The serverless framework is well-designed. It makes the common tasks and configurations really easy, provides solid extensibility to modify and expand the “core” function set via plugins. For advanced configurations and things not yet supported, the user can fall back to cloud-native configurations. You will fall to writing CloudFormation templates for any but a trivial project, but the framework helps to place it in the code and weave it into the development lifecycle.
The plugin ecosystem is dynamic — many issues I hit had been fixed over the time of writing the blog. Check the curated list of serverless plugins when you miss something: it may have it already, or give you a clue. The ecosystem still feels “wild” and “early”, would benefit from more attention, curation and contributions from @goserverless core team. I am sure they’ll get there.
Hmm… What’s the difference between the two plugins, really?
The user community is large, lively and helpful. Between documentation, Gitter chat, forum, and Github, I quickly found answers to my questions.
Linguistic nit: With serverless, the framework name, and serverless, the big trend, writing about using serverless for serverless gets close to poetry: “A serverless is a serverless is a serverless”[*].
The best part? Once the code is written, it deploys like a charm with serverless
. Clone the code, configure credentials, build dependencies, deploy:
serverless deployserverless client deploy
and enjoy the benefits of #serverless computing.

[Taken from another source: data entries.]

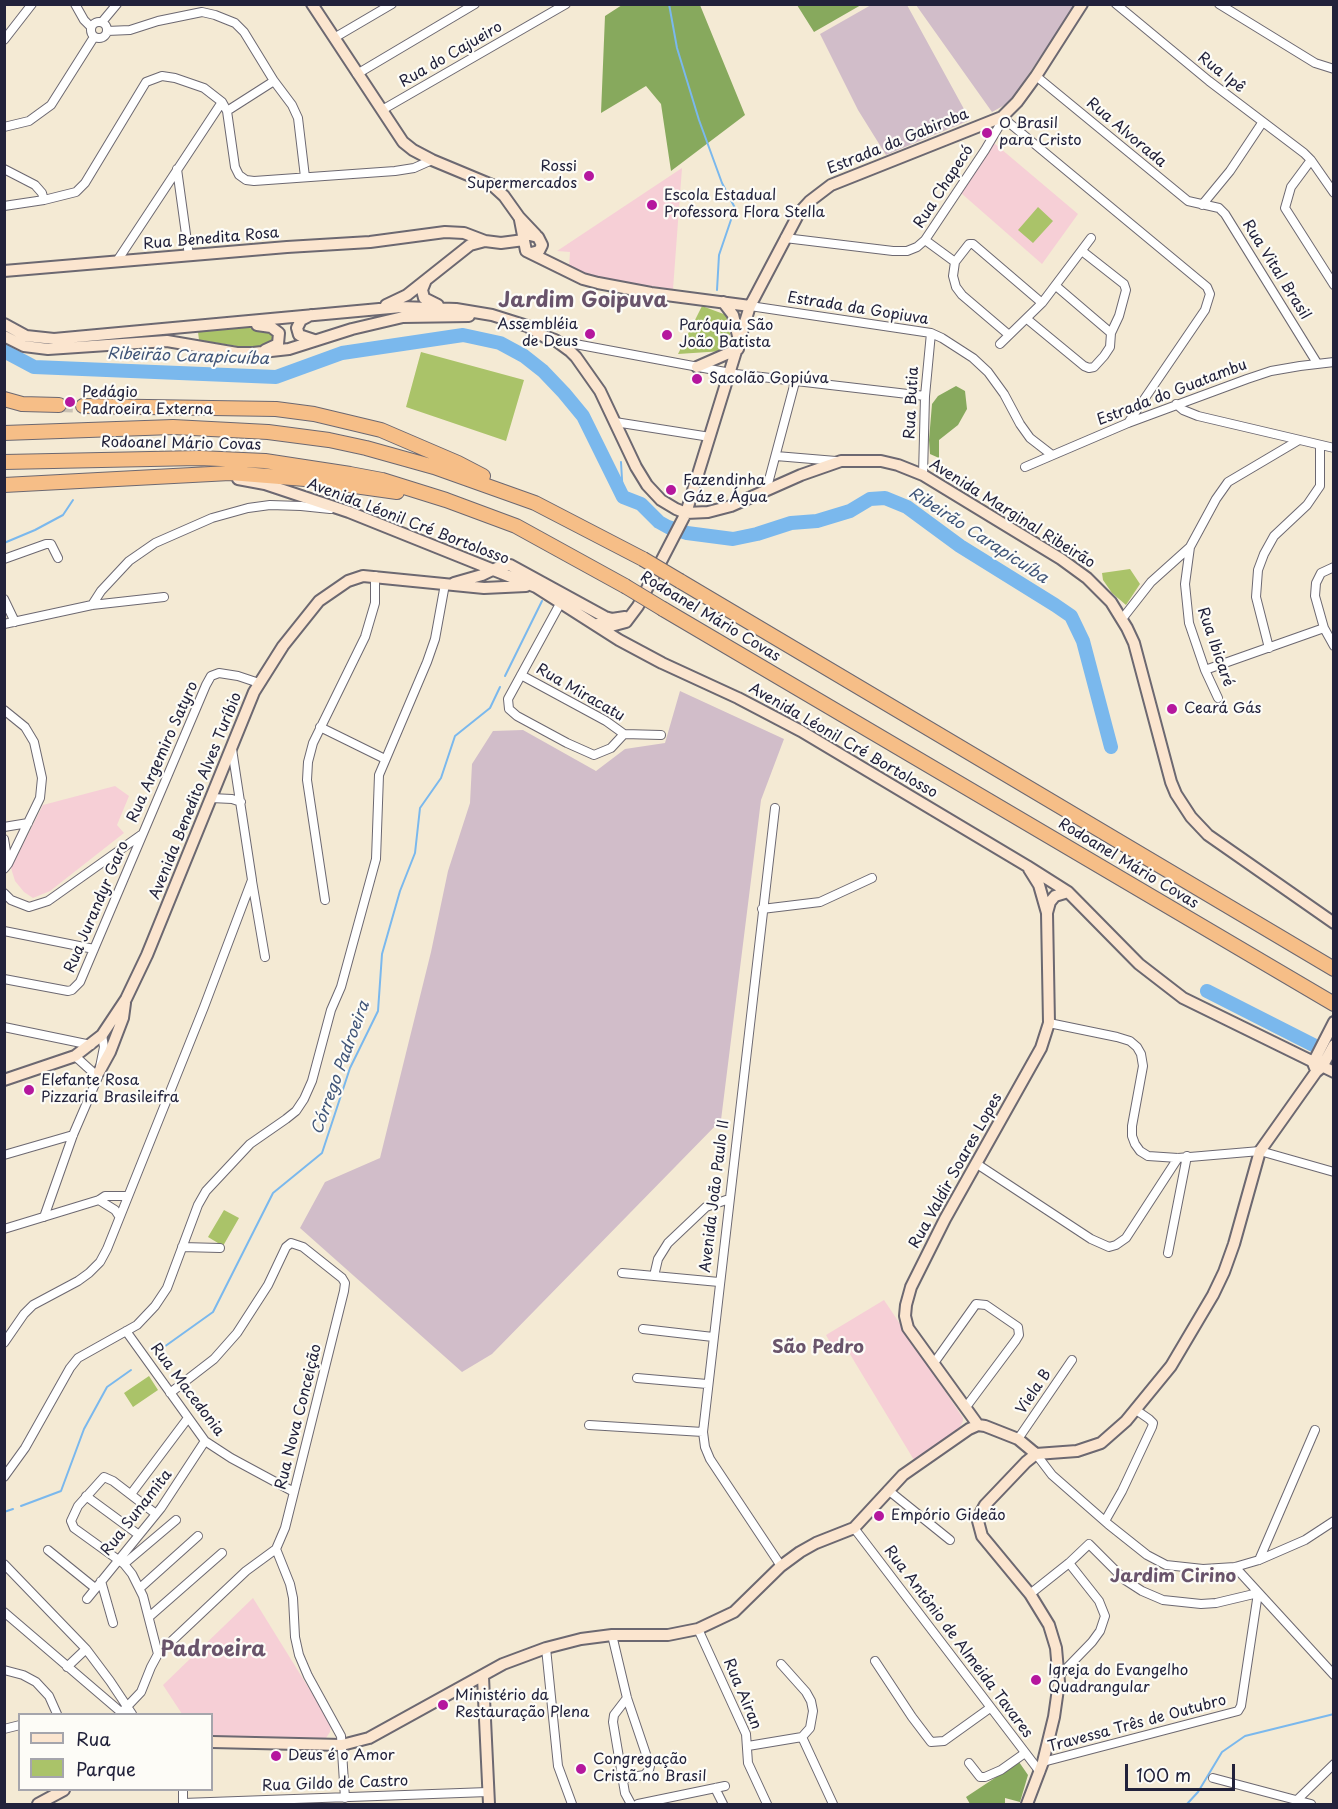 <!DOCTYPE html>
<html>
<head>
<meta charset="utf-8">
<style>
	body { margin:0 }
	#map { position:relative; width:1338px; height:1809px; overflow:hidden; background:#f4ead4; font-family:"Playpen Sans",sans-serif }
	canvas { display:block }
	.frame { position:absolute; inset:0; border:6px solid #22223b; pointer-events:none }
	.legend { position:absolute; left:18px; top:1713px; width:195px; height:78px; box-sizing:border-box; background:#fdfcf7; border:2px solid #a5a5ac; margin:0; padding:8px 10px; list-style:none; font-size:18px; color:#22223b }
	.legend li { display:flex; align-items:center; gap:12px; height:30px }
	.legend b { width:30px; border:2px solid #a5a5ac }
	.scale { position:absolute; left:1125px; top:1764px; width:110px; height:27px; box-sizing:border-box; border:3px solid #22223b; border-top:0; padding-left:8px; font-size:18px; line-height:21px; white-space:nowrap; color:#22223b; -webkit-text-stroke:4px #fdfcf7; paint-order:stroke }
</style>
</head>
<body>
<div id="map">
<canvas width="1338" height="1809"></canvas>
<div class="frame"></div>
<ul class="legend">
<li><b style="height:8px;background:#fbe5cf"></b>Rua</li>
<li><b style="height:16px;background:#aac369"></b>Parque</li>
</ul>
<div class="scale">100 m</div>
</div>
<script>
const context = document.querySelector('canvas').getContext('2d');
context.lineJoin = 'round';
function fill(path, color) { context.fillStyle = color; context.fill(path, 'evenodd'); }
const toPath = rows => new Path2D(rows.map(r => 'M' + r).join(''));
function strokePath(path, color, width, dash) { context.strokeStyle = color; context.lineWidth = width; context.lineCap = dash ? 'butt' : 'round'; context.setLineDash(dash || []); context.stroke(path); }
function write(font, color, halo, rows, align = 'center') {
  context.font = font + ' "Playpen Sans",sans-serif'; context.lineWidth = 4.5; context.setLineDash([]); context.textBaseline = 'middle'; context.strokeStyle = halo; context.fillStyle = color; for (const [text, x, y, turn = 0] of rows) {
    context.save(); context.translate(x, y); context.rotate((+turn || 0) * Math.PI / 180); context.textAlign = isNaN(turn) ? turn : align; if (halo) context.strokeText(text, 0, 0); context.fillText(text, 0, 0); context.restore();
  }
}
const built = toPath([
	[994,143,1078,214,1042,264,961,193],
	[682,168,673,289,593,278,569,266,570,252,557,251],
	[115,786,129,796,117,825,124,833,50,891,33,898,24,892,15,881,11,868,43,805],
	[884,1300,963,1418,963,1421,959,1429,914,1460,845,1346,831,1344,826,1335],
	[253,1598,331,1724,330,1732,326,1738,212,1736,212,1714,182,1714,163,1685]
]);
const industrial = toPath([
	[871,5,907,5,970,120,886,155,858,110,820,34],
	[916,5,1075,5,1010,102,992,112],
	[680,691,784,739,761,800,721,1120,492,1354,462,1372,300,1228,325,1182,380,1158,431,952,448,871,470,803,472,764,493,731,523,730,596,771,625,749,665,743]
]);
const green = toPath([
	[1038,207,1053,221,1033,243,1018,230],
	[702,306,729,316,732,325,731,332,723,351,678,354],
	[234,328,250,328,273,332,275,338,273,342,259,348,249,348,199,340,198,332],
	[421,352,524,380,506,441,406,407],
	[1130,569,1140,584,1126,605,1112,593,1103,580,1102,573],
	[224,1210,239,1218,223,1246,208,1237],
	[149,1376,158,1390,133,1407,124,1393]
]);
const forest = toPath([
	[622,5,700,5,745,115,671,171,661,104,646,86,601,113,605,16],
	[797,5,861,5,814,32],
	[956,386,965,391,967,409,958,425,939,440,939,458,930,454,929,440,932,404,938,396],
	[1019,1762,1028,1775,1020,1802,1005,1798,1005,1804,970,1804,966,1797]
]);
const stream = toPath([
	[669,4,677,48,699,120,722,183,735,208,719,255,717,290],
	[621,462,623,497],
	[4,543,35,530,63,515,73,500],
	[505,676,542,601],
	[157,1352,213,1312,273,1193,322,1153,350,1068,378,1011,382,954,400,891,415,853,420,808,441,778,455,736,490,708,500,687],
	[21,1506,61,1491,84,1429,107,1387,131,1370],
	[4,1512,13,1509],
	[1187,1804,1198,1792,1222,1752,1245,1736,1334,1714]
]);
const river = toPath([
	[4,351,34,367,276,377,342,353,463,335,500,343,524,356,543,371,564,393,583,416,623,497,641,504,659,522,668,527,687,533,733,539,757,534,791,523,817,521,850,511,870,499,885,498,907,507,960,546,1055,605,1071,616,1083,641,1111,747],
	[1207,991,1331,1054]
]);
const highwayTunnel = toPath([
	[59,405,83,406]
]);
const street = toPath([
	[75,4,84,20,91,27],
	[1116,4,1209,81,1304,153,1311,160,1334,193],
	[1219,4,1315,63,1334,69],
	'91 30a8 8 0 1 1 16 0a8 8 0 1 1-16 0Z',
	[102,22,117,4],
	[107,31,130,30,158,21,202,12,215,15,235,23,244,32,274,81,292,105,298,118,305,177],
	[334,38,392,4],
	[4,40,32,4],
	[357,74,475,4],
	[1036,76,1188,201,1219,208,1225,214,1317,363],
	[382,110,566,4],
	[227,111,274,81],
	[4,127,29,121,51,105,94,37],
	[1311,160,1291,187,1285,208,1334,285],
	[4,169,35,185,42,193,44,200],
	[177,169,189,256],
	[1202,205,1230,171,1262,123],
	[4,206,44,200,76,192,85,183,146,82,162,76,175,78,204,88,222,102,227,111,235,167,239,175,246,180,254,181,395,171,414,168,432,160],
	[785,238,893,251,907,251,917,247,925,240,985,150,1001,123,1002,117,1207,287,1210,294,1205,310,1128,423],
	[925,240,955,262,953,276,956,287,962,295,1009,335],
	[117,261,222,102],
	[955,262,969,244,973,244,1042,303],
	[1056,286,1111,333],
	[750,306,931,333,942,338,973,358,988,372,1004,394,1020,424,1030,438,1052,455],
	[1027,319,1084,366,1089,368,1094,367,1104,356,1110,347,1111,333,1119,316,1126,290,1124,284,1082,251],
	[559,341,736,374,925,396],
	[1000,344,1042,303,1091,238],
	[1176,404,1183,410,1198,416,1334,448],
	[615,422,710,437],
	[776,456,836,461],
	[1025,467,1128,423,1247,379,1271,371,1300,366,1334,362],
	[923,475,925,396,931,333],
	[766,491,795,382],
	[4,559,46,544,51,544,58,558],
	[1334,567,1321,573,1316,583,1315,596,1324,628,1334,646],
	[4,599,15,622],
	[561,602,508,699,509,709,517,716,567,743,594,755,611,748,624,734],
	[92,605,101,591,129,561,155,543,212,518,248,508,270,505,301,506,330,509],
	[1122,619,1151,582,1190,547],
	[4,624,92,605,164,597],
	[1269,648,1256,597,1258,570,1264,554,1274,536,1307,505,1320,486,1320,445],
	[1205,670,1324,628],
	[521,675,606,721,624,734,661,735],
	[1218,698,1205,670,1189,623,1185,584,1190,547,1216,499,1228,482,1299,440],
	[4,710,25,727,34,742,42,778,40,798,8,864],
	[320,727,385,759],
	[211,798,232,799,241,802],
	[775,808,703,1432,705,1447,710,1459,781,1566],
	[4,827,28,823],
	[4,839,8,864,4,869],
	[252,881,265,957],
	[4,893,11,900,29,907,48,901,141,835],
	[325,900,307,780,308,762,313,743,365,637,375,603,375,576],
	[762,909,820,902,872,878],
	[4,931,94,949],
	[4,979,68,991,72,990,80,982,206,685,211,676,219,673,238,676,259,683],
	[1049,1023,1117,1037,1130,1041,1137,1047,1141,1054,1143,1066,1132,1126,1132,1136,1135,1144,1140,1151,1148,1156,1178,1158,1260,1151,1334,1172],
	[4,1027,91,1045],
	[75,1056,98,1077],
	[4,1155,73,1135],
	[977,1164,1091,1239,1109,1247,1116,1245,1126,1238,1178,1158],
	[99,1200,115,1210,119,1216],
	[44,1217,73,1135,98,1077,104,1047,102,1035],
	[4,1229,99,1200,105,1196,127,1196],
	[182,1247,220,1248],
	[1168,1253,1187,1156],
	[622,1273,719,1282],
	[654,1276,658,1259,668,1243,706,1207,729,1199],
	[643,1329,713,1337],
	[126,1331,205,1441,231,1458,294,1492],
	[4,1343,24,1314,33,1305,78,1281,89,1273,100,1262,107,1249,204,1007,252,880,232,749],
	[934,1363,976,1304,986,1305,1018,1327,1019,1335,1016,1340,966,1407],
	[637,1378,707,1384],
	[589,1425,703,1432],
	[1018,1439,1072,1360],
	[1036,1454,1052,1475,1108,1524,1147,1555,1166,1565,1203,1569,1235,1567,1259,1560,1305,1540,1334,1521],
	[4,1477,25,1448,70,1368,78,1358,137,1325,155,1306,167,1288,198,1205,206,1191,250,1144,286,1119,296,1111,304,1099,312,1081,331,1010,341,987,376,859,379,775,427,662,435,639,445,584],
	[888,1490,950,1540],
	[131,1494,188,1418],
	[86,1496,139,1535],
	[156,1514,113,1481,104,1477,78,1506,71,1521,74,1528,124,1564,132,1574,143,1596,158,1654],
	[1105,1521,1122,1491,1152,1427,1153,1423,1149,1419,1136,1410],
	[854,1528,1040,1772],
	[276,1549,290,1584,293,1598,295,1637,299,1655,308,1676,341,1736,345,1798],
	[48,1550,95,1588],
	[1259,1560,1315,1430],
	[4,1564,86,1649,110,1681,132,1714],
	[124,1564,176,1520],
	[1235,1567,1334,1675],
	[101,1581,113,1623],
	[140,1588,198,1536],
	[1030,1594,1069,1563,1089,1544,1125,1580,1142,1591,1163,1600,1201,1604,1216,1603,1258,1593,1241,1706,1238,1711,1043,1762],
	[87,1599,161,1508,205,1441],
	[4,1612,122,1713],
	[149,1617,222,1553],
	[698,1629,746,1734,748,1763,767,1804],
	[612,1635,627,1698,650,1766,649,1770,644,1775,622,1779],
	[546,1648,558,1766,572,1804],
	[875,1661,912,1717,931,1742,944,1741,990,1708],
	[67,1667,86,1649],
	[4,1670,23,1675,36,1682,49,1696,57,1714],
	[1060,1675,1092,1642,1100,1631,1105,1616,1099,1601,1069,1563],
	[627,1698,614,1715,613,1722,625,1793,631,1804],
	[120,1714,141,1692,151,1667,158,1654,246,1571,276,1549,285,1528,294,1492,344,1291,345,1283,342,1278,303,1247,291,1243,286,1247,268,1285,237,1333,214,1359,170,1393],
	[4,1729,20,1725],
	[802,1737,833,1804],
	[748,1746,802,1737,810,1728,813,1711,811,1701,806,1692,781,1664],
	[969,1763,980,1777,985,1777,1001,1770,1025,1753],
	[1213,1778,1311,1804],
	[715,1788,723,1804],
	[183,1790,183,1804],
	[1297,1800,1334,1764],
	[183,1803,488,1792],
	[638,1804,725,1786]
]);
const secondary = toPath([
	[312,4,403,142,413,150,432,160,492,185,504,196,519,217,536,235],
	[520,220,526,251,583,279,598,283,651,293,750,306],
	[530,235,538,237,542,245,539,251,531,253],
	[4,271,287,247,370,242,445,232,464,233,485,241],
	[426,280,422,290,424,298,438,305],
	[723,302,733,315,739,340],
	[386,305,407,295,470,245,485,241,501,243,524,240],
	[311,315,301,320,297,328,299,335,314,340],
	[4,324,26,336,54,339,401,307,456,309,492,315,527,326,548,339],
	[257,325,271,327,279,333,278,344,265,350],
	[4,336,24,346,48,349,167,341,237,353,253,353,289,349,352,329,403,317,469,316],
	[544,336,555,340,570,351,576,357,600,391,636,467,647,485,661,500,676,509,686,513,708,512,731,506,801,475,841,461,881,461,898,465,923,475,1061,559,1087,578,1111,602,1127,628,1134,643,1171,782,1176,794,1191,817,1208,835,1334,923],
	[697,367,738,349],
	[238,479,265,484,349,512,536,587,619,640,662,663,738,698,801,731,1027,866,1068,892,1139,964,1183,998,1334,1072],
	[454,583,482,575,503,565,510,565,605,617,612,619,625,617],
	[597,624,611,626,626,622,638,606,686,513,750,306,799,213,810,201,831,185,1002,117,1017,102,1036,76,1082,4],
	[1047,913,1050,902,1055,896,1068,892],
	[1315,1068,1313,1063,1334,1022],
	[99,1072,110,1052,123,1018,125,1003],
	[4,1080,75,1056,102,1035,126,999,147,955,254,692,283,646,319,601,348,581,363,576,484,588,526,586],
	[978,1425,908,1328,905,1316,906,1305,911,1287,945,1219,1041,1048,1049,1023,1047,913,1039,885,1029,869],
	[483,1677,489,1804],
	[212,1742,342,1745,369,1738,503,1664,546,1648,581,1639,612,1635,668,1635,698,1629,734,1612,781,1566,800,1552,816,1543,854,1528,903,1475,969,1429,978,1425,985,1426,1018,1439,1036,1454],
	[38,1804,64,1790],
	[1027,1804,1043,1762,1054,1717,1059,1682,1056,1648,1049,1625,1030,1594,982,1536,978,1521,980,1514,985,1505,1026,1462,1036,1454,1077,1451,1101,1443,1126,1421,1171,1366,1213,1295,1224,1272,1234,1244,1260,1151,1316,1072,1322,1067,1334,1045]
]);
const highway = toPath([
	[4,399,22,404,59,405],
	[83,406,276,409,314,414,381,430,458,463,483,476],
	[4,433,173,427,268,432,329,440,366,448,434,467,535,503,643,559],
	[4,462,199,458,265,461,350,474,382,480,446,500,516,526,625,586],
	[4,485,230,473,305,479,397,492],
	[680,581,1334,969],
	[663,609,1334,1004]
]);
const highwayBridge = toPath([
	[643,559,680,581],
	[625,586,663,609]
]);
const markers = [
	[987,133,6,"#b5179e"],
	[589,176,6,"#b5179e"],
	[652,205,6,"#b5179e"],
	[590,334,6,"#b5179e"],
	[667,335,6,"#b5179e"],
	[697,379,6,"#b5179e"],
	[70,402,6,"#b5179e"],
	[671,490,6,"#b5179e"],
	[1172,709,6,"#b5179e"],
	[29,1090,6,"#b5179e"],
	[879,1516,6,"#b5179e"],
	[1036,1680,6,"#b5179e"],
	[443,1705,6,"#b5179e"],
	[276,1756,6,"#b5179e"],
	[581,1769,6,"#b5179e"]
];
const streetNames = [
	["Rua do Cajueiro",451,55,-30],
	["Rua Ipê",1221,73,38],
	["Rua Alvorada",1126,133,40],
	["Estrada da Gabiroba",898,142,-22],
	["Rua Chapecó",944,187,-57],
	["Rua Benedita Rosa",211,239,-5],
	["Rua Vital Brasil",1276,270,58],
	["Estrada da Gopiuva",858,309,9],
	["Estrada do Guatambu",1172,393,-21],
	["Rua Butia",912,403,-87],
	["Rodoanel Mário Covas",181,444,1],
	["Avenida Marginal Ribeirão",1012,514,32],
	["Avenida Léonil Cré Bortolosso",408,522,21],
	["Rodoanel Mário Covas",710,617,31],
	["Rua Ibicaré",1215,647,71],
	["Rua Miracatu",580,693,30],
	["Avenida Léonil Cré Bortolosso",843,741,30],
	["Rua Argemiro Satyro",163,752,-66],
	["Avenida Benedito Alves Turíbio",196,796,-68],
	["Rodoanel Mário Covas",1128,864,31],
	["Rua Jurandyr Garo",97,907,-67],
	["Rua Valdir Soares Lopes",956,1171,-61],
	["Avenida João Paulo II",715,1196,-83],
	["Rua Macedonia",187,1390,53],
	["Viela B",1034,1392,-56],
	["Rua Nova Conceição",299,1417,-76],
	["Rua Sunamita",137,1513,-52],
	["Rua Antônio de Almeida Tavares",958,1642,53],
	["Rua Airan",742,1694,67],
	["Travessa Três de Outubro",1137,1724,-15],
	["Rua Gildo de Castro",335,1784,-2]
];
const poiNames = [
	["O Brasil",999,124],
	["para Cristo",999,141],
	["Rossi",577,167,"right"],
	["Supermercados",577,184,"right"],
	["Escola Estadual",664,196],
	["Professora Flora Stella",664,213],
	["Assembléia",578,325,"right"],
	["de Deus",578,342,"right"],
	["Paróquia São",679,326],
	["João Batista",679,343],
	["Sacolão Gopiúva",709,379],
	["Pedágio",82,393],
	["Padroeira Externa",82,410],
	["Fazendinha",683,481],
	["Gáz e Água",683,498],
	["Ceará Gás",1184,709],
	["Elefante Rosa",41,1081],
	["Pizzaria Brasileifra",41,1098],
	["Empório Gideão",891,1516],
	["Igreja do Evangelho",1048,1671],
	["Quadrangular",1048,1688],
	["Ministério da",455,1696],
	["Restauração Plena",455,1713],
	["Deus é o Amor",288,1756],
	["Congregação",593,1760],
	["Cristã no Brasil",593,1777]
];
const waterNames = [
	["Ribeirão Carapicuíba",188,357,2],
	["Ribeirão Carapicuíba",978,536,33],
	["Córrego Padroeira",341,1068,-70]
];
const quarterNames = [
	["São Pedro",818,1348],
	["Jardim Cirino",1173,1577]
];
const districtNames = [
	["Jardim Goipuva",583,301],
	["Padroeira",213,1650]
];
fill(built, '#f6cfd6');
fill(industrial, '#d1bdc9');
fill(green, '#aac369');
fill(forest, '#87a95d');
strokePath(stream, '#7ab8ed', 2);
strokePath(river, '#7ab8ed', 14);
strokePath(highwayTunnel, '#cac2b5', 14, [14, 7]);
strokePath(street, '#6c6871', 10);
strokePath(secondary, '#6c6871', 14);
strokePath(highway, '#6c6871', 16);
strokePath(street, '#fff', 8);
strokePath(secondary, '#fbe5cf', 10);
strokePath(highway, '#f6be87', 14);
strokePath(highwayBridge, '#6c6871', 16, []);
strokePath(highwayBridge, '#f6be87', 14);
for (const [x, y, r, color] of markers) { const dot = new Path2D(); dot.arc(x, y, r, 0, 2 * Math.PI); context.fillStyle = color; context.fill(dot); strokePath(dot, '#fdfcf7', 2); }
write('15px', '#22223b', '#fdfcf7', streetNames);
write('15px', '#22223b', '#fdfcf7', poiNames, 'left');
write('italic 16px', '#415679', '#fdfcf7', waterNames);
write('bold 18px', '#69546b', '#fdfcf7', quarterNames);
write('bold 21px', '#69546b', '#fdfcf7', districtNames);
</script>
</body>
</html>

Check the latests stories by Dmitri Zimine or follow @dzimine on Twitter.
https://github.com/Miserlou/Zappa if you are doing python on lambda ;). (Understanding the mechanics makes sense of course anyway!)
Thanks for the pointer; to me Zappa looks like a python version of Zeit’s
now
. Which is perfect for something small, but likely not cut the case I describe here or larger solutions. Note a similar thing exists as a plugin to serverless framework:and for completeness, https://serverless.com/blog/serverless-python-packaging/ - a good blog on how to manage dependencies with this plugin.
Yep, I wanted to do it “raw” to understand the mechanics.
Hm, OK, from their home page I thought they were for JS only. (Now, after looking at the README on github, I see that it supports quite a few languages/stacks.)